Given data.
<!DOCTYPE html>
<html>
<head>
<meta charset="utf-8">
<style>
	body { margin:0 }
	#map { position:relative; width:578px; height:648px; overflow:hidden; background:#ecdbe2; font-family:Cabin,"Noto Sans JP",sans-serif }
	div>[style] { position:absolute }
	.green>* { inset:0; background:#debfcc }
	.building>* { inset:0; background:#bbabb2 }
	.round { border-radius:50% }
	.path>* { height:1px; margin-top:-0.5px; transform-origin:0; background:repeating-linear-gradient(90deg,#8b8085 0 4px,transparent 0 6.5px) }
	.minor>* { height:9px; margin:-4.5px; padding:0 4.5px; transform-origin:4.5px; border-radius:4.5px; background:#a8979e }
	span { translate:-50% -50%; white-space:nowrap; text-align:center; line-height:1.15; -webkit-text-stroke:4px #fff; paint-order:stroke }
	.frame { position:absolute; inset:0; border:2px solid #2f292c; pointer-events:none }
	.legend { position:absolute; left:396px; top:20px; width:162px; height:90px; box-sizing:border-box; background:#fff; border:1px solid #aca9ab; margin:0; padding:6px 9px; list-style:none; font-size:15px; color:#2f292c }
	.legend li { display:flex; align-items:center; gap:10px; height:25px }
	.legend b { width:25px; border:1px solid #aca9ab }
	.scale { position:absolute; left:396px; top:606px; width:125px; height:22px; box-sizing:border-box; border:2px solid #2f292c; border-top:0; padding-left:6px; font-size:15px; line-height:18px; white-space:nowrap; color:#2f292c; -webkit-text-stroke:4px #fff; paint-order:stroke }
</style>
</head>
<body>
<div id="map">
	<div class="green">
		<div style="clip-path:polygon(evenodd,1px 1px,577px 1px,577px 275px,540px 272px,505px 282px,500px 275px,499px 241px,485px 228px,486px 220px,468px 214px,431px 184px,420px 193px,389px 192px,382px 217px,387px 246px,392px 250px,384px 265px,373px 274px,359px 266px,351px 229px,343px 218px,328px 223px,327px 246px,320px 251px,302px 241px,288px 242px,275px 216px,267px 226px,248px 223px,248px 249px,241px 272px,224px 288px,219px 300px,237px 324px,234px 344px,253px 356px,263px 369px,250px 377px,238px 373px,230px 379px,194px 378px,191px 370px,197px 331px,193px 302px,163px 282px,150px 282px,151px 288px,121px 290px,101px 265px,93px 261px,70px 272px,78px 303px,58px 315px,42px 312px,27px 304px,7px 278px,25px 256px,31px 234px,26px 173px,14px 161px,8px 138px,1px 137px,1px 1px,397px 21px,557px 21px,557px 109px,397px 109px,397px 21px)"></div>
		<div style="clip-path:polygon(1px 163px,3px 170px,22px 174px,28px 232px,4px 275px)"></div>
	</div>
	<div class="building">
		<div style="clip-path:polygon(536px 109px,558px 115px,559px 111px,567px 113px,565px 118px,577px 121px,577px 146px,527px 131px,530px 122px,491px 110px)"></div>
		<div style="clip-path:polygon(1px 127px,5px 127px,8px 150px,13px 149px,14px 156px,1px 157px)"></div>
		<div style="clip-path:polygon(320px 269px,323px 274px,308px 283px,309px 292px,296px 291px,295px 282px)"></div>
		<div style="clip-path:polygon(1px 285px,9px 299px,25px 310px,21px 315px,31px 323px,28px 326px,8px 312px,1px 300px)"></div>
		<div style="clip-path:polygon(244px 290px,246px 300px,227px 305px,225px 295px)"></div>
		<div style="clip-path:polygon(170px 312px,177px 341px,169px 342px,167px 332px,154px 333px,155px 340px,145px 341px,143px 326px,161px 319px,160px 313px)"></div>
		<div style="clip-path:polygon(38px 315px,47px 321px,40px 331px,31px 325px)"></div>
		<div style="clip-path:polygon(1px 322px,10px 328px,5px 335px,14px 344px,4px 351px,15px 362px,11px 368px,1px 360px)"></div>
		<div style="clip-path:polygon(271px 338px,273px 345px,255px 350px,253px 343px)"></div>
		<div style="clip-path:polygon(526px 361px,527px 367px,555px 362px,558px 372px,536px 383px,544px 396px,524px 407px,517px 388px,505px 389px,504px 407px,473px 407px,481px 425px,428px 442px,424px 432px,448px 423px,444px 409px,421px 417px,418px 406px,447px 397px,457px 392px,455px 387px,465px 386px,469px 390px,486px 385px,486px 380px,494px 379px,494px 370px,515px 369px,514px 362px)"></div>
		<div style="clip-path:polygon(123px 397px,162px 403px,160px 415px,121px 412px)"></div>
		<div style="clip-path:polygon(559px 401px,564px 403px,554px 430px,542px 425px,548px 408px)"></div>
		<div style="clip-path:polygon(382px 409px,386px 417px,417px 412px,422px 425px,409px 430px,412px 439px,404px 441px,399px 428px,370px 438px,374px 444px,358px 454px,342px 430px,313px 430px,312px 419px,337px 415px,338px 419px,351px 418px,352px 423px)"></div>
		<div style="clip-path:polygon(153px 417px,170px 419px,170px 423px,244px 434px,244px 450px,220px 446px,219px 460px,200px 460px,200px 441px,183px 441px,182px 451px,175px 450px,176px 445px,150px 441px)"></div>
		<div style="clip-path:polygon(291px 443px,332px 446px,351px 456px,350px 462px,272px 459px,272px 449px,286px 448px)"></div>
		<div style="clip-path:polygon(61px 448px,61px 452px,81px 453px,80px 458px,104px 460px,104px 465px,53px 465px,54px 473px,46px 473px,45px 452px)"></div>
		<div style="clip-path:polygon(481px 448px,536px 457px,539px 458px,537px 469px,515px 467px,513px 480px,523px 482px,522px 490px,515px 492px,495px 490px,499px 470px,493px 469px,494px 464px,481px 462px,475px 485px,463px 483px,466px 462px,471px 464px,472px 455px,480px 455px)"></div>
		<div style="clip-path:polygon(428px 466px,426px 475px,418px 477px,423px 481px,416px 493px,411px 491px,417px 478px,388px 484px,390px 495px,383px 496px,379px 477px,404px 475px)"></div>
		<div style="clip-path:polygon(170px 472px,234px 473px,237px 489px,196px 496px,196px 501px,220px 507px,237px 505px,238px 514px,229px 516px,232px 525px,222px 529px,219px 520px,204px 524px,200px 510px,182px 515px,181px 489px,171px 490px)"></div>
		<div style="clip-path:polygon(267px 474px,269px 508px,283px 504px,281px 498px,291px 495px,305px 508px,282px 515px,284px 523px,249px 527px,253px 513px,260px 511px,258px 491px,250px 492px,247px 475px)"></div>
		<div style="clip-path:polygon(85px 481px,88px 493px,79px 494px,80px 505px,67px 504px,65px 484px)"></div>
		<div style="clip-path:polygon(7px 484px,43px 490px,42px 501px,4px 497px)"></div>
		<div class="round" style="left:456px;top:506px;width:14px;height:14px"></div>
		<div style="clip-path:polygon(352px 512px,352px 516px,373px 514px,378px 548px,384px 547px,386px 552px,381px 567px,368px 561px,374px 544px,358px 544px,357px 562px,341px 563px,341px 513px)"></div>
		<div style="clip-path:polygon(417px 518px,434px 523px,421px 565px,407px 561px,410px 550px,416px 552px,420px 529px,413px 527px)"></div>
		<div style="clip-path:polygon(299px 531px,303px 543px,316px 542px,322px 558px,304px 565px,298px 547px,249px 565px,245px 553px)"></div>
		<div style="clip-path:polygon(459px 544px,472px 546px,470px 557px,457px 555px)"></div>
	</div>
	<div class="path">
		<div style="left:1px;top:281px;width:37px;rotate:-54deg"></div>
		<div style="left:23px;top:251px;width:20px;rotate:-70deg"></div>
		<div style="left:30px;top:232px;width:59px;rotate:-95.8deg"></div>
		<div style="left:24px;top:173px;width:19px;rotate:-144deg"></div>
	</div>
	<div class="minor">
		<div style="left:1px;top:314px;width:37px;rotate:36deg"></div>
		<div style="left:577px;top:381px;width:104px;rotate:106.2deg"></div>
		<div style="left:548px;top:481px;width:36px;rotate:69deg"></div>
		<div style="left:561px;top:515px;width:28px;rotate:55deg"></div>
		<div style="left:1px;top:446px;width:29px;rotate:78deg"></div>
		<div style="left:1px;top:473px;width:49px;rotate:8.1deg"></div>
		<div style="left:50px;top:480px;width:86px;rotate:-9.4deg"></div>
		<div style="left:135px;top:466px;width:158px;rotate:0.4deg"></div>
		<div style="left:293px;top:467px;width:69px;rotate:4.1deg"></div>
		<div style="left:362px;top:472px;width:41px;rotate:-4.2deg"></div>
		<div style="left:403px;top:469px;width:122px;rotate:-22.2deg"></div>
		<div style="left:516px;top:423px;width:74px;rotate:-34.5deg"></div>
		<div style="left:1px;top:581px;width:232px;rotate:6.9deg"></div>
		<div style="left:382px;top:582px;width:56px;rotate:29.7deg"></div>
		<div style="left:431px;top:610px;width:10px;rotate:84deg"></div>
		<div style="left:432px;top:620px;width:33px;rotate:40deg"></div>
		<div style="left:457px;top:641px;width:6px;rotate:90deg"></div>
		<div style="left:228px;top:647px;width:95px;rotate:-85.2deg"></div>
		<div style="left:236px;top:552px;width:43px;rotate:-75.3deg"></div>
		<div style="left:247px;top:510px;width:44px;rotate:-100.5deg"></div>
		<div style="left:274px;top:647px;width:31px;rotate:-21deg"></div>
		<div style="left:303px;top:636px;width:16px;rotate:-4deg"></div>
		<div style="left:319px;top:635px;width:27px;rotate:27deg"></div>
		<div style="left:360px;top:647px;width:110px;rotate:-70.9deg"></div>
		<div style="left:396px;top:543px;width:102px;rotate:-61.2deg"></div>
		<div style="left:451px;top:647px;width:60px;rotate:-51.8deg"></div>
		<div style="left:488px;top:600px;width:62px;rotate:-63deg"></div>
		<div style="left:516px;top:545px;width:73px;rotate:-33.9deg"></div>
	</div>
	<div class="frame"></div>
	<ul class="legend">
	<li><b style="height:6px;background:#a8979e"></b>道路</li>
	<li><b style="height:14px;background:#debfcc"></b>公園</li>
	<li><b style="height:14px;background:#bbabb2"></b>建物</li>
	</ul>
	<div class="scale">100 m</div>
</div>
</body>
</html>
==
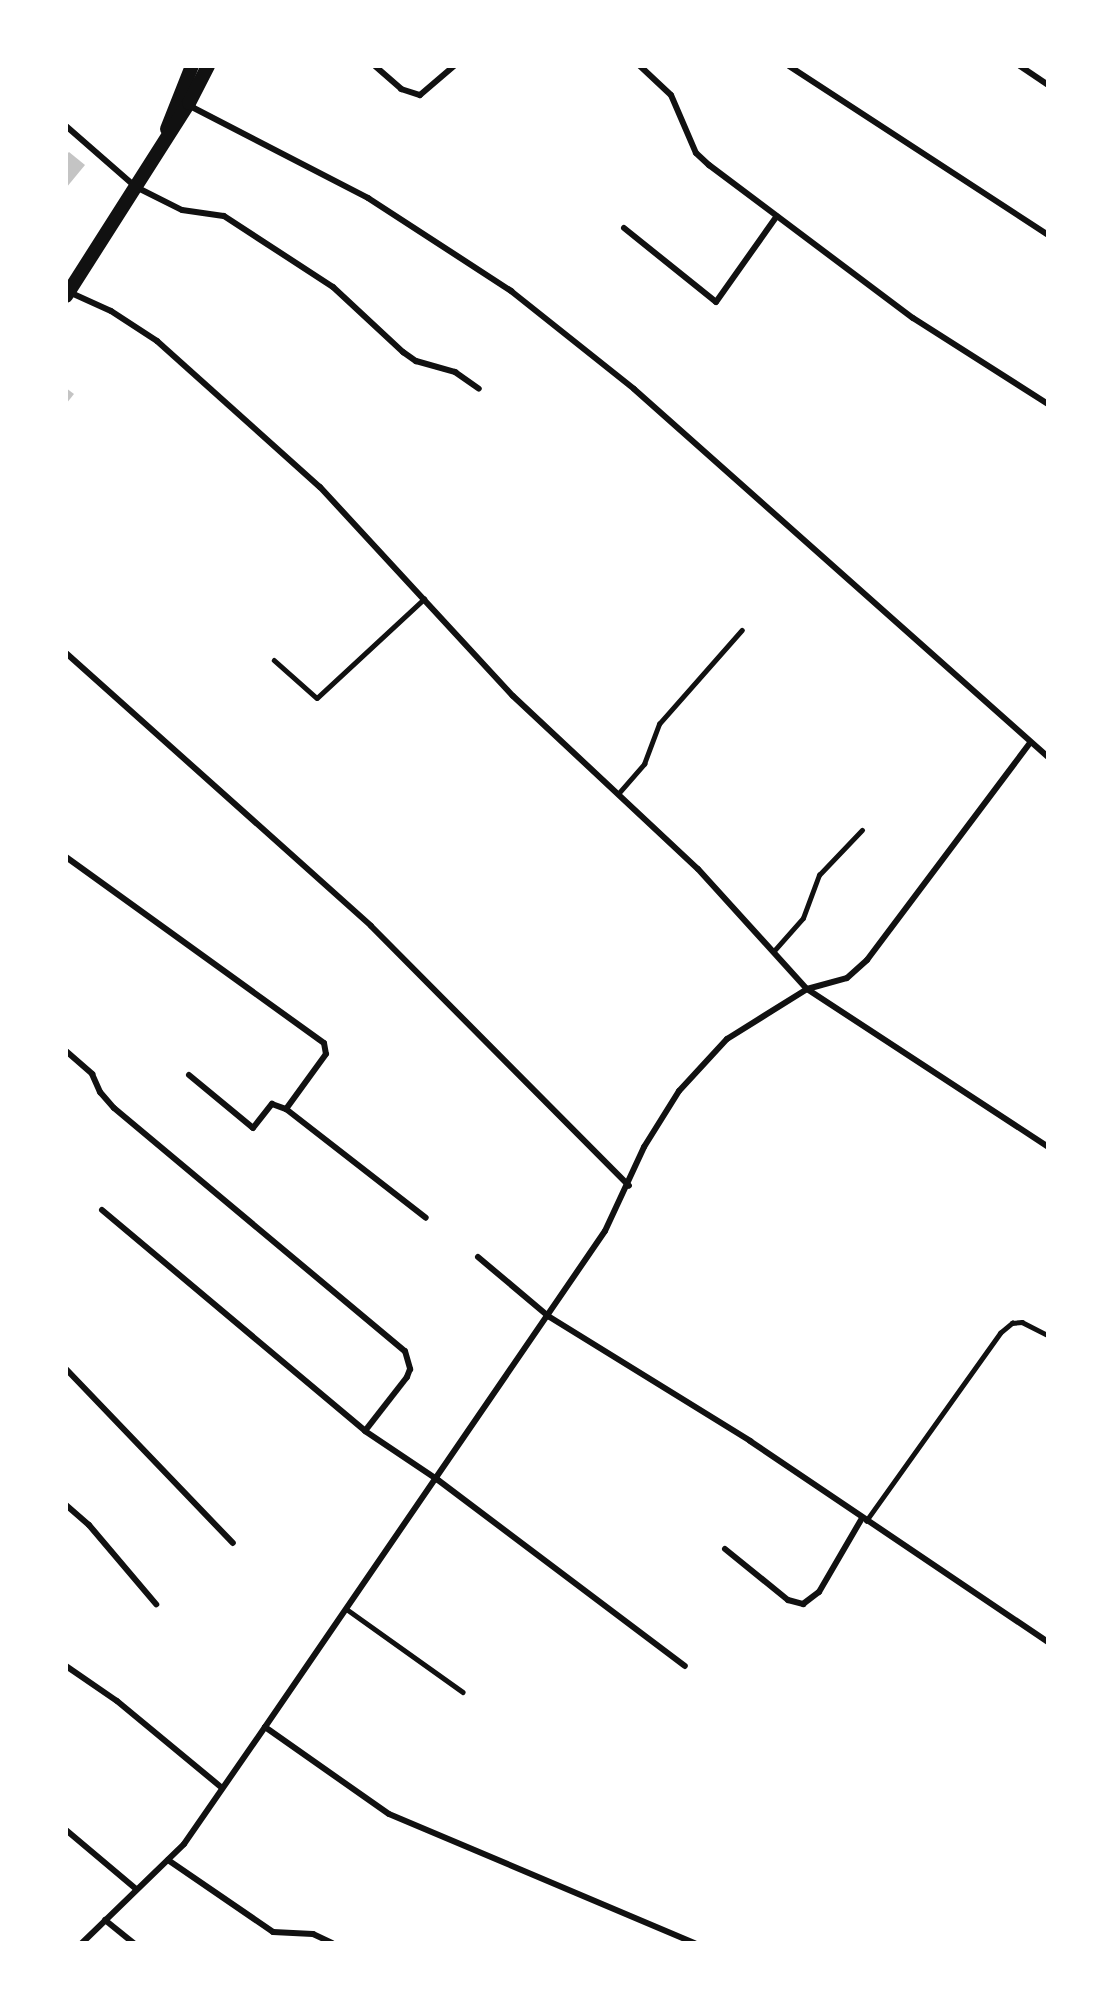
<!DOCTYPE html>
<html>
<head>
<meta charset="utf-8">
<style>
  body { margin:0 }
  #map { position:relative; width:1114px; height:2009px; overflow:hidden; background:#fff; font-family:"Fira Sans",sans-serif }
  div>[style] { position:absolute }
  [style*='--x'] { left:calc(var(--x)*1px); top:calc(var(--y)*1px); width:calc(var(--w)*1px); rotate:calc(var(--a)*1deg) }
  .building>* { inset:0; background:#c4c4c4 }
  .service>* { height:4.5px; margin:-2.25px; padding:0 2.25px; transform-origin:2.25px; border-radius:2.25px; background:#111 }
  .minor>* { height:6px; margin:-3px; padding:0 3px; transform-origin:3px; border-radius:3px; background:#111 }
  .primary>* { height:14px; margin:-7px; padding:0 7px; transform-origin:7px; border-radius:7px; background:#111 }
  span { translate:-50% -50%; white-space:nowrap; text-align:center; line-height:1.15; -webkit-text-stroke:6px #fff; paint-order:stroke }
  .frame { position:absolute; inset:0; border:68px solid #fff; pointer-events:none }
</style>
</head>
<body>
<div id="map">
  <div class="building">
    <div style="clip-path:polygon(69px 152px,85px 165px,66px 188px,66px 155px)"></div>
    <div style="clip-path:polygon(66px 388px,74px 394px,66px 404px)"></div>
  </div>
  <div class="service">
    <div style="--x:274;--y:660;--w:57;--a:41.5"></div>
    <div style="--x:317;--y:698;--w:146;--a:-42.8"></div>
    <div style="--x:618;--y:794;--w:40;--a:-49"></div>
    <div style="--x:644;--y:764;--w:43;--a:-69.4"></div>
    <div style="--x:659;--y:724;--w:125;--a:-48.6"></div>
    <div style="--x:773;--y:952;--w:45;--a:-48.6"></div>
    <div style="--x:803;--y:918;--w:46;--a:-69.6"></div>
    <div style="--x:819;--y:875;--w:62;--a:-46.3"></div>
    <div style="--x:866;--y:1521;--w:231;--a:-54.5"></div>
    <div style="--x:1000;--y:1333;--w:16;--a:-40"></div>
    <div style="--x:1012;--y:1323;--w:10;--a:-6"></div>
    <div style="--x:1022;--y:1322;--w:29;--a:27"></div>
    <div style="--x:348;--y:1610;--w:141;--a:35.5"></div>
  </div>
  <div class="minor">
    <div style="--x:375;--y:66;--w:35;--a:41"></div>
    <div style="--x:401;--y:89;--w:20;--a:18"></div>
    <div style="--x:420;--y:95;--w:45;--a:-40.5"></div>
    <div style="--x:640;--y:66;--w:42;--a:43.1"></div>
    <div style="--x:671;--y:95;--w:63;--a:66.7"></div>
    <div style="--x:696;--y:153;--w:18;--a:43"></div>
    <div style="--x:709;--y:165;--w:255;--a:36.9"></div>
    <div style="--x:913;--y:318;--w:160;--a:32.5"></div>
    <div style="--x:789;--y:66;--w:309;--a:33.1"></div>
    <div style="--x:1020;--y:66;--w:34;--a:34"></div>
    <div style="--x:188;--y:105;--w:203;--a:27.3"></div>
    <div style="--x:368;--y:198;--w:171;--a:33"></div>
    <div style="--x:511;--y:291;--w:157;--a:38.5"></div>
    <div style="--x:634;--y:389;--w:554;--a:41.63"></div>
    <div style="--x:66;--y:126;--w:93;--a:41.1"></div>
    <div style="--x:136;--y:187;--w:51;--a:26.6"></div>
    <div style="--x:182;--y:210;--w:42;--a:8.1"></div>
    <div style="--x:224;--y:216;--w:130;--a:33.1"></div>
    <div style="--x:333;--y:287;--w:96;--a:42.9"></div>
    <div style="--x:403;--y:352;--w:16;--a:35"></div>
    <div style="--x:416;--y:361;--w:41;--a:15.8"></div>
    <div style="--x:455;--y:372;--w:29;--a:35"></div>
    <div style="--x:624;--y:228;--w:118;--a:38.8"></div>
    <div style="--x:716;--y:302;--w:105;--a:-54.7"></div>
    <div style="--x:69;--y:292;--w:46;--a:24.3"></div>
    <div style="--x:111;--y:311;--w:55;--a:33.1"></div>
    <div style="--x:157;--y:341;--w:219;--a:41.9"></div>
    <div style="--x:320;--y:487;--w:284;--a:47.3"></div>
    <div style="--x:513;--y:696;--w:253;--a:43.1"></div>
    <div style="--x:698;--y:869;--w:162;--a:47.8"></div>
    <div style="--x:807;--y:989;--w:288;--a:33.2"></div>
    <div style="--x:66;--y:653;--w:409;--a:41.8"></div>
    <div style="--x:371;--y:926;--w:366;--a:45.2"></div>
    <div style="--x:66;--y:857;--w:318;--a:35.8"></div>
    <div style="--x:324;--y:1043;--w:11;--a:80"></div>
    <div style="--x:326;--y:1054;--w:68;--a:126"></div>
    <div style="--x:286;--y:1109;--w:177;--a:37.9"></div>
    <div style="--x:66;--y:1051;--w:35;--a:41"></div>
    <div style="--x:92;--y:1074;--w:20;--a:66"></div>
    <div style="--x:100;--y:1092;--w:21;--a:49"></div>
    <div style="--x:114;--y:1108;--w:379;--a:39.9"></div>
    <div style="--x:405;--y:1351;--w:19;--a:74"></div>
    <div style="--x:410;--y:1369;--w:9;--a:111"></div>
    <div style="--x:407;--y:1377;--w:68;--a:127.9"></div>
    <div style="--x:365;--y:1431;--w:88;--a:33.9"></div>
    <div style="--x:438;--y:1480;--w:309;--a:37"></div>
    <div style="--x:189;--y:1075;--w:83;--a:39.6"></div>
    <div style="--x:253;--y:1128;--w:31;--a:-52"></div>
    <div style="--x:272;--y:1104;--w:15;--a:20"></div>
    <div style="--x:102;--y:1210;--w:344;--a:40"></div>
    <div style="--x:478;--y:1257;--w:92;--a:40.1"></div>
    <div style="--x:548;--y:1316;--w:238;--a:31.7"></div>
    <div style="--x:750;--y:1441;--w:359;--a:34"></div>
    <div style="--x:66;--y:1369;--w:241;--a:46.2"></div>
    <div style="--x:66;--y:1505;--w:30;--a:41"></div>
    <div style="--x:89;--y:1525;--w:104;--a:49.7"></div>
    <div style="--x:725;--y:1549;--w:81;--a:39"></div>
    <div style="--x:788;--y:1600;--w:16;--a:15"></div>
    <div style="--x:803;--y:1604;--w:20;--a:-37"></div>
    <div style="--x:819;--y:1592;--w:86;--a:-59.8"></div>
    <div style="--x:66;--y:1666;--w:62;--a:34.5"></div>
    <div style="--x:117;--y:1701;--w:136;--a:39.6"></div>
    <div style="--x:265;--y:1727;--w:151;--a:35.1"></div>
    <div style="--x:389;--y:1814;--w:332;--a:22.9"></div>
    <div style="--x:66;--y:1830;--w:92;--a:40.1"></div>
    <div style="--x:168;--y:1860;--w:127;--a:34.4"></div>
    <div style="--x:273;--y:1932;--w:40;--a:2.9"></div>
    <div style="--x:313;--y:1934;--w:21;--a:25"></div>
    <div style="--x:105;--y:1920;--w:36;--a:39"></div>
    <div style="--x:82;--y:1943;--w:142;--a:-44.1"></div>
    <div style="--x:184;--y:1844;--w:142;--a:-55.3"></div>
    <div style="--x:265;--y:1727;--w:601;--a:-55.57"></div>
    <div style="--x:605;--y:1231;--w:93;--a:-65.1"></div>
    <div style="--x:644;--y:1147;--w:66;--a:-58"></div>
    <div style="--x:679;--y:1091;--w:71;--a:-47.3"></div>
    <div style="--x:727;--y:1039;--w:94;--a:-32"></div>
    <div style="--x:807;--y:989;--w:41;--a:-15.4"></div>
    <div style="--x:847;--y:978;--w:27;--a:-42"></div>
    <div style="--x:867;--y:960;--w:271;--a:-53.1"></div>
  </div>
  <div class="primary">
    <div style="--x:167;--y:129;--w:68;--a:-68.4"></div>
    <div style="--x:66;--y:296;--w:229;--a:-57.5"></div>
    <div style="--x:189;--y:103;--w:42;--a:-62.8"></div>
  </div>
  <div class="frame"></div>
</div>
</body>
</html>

Required action. If a line in the data above contains the string "hidden", count it; then state only the total.

Solution. 2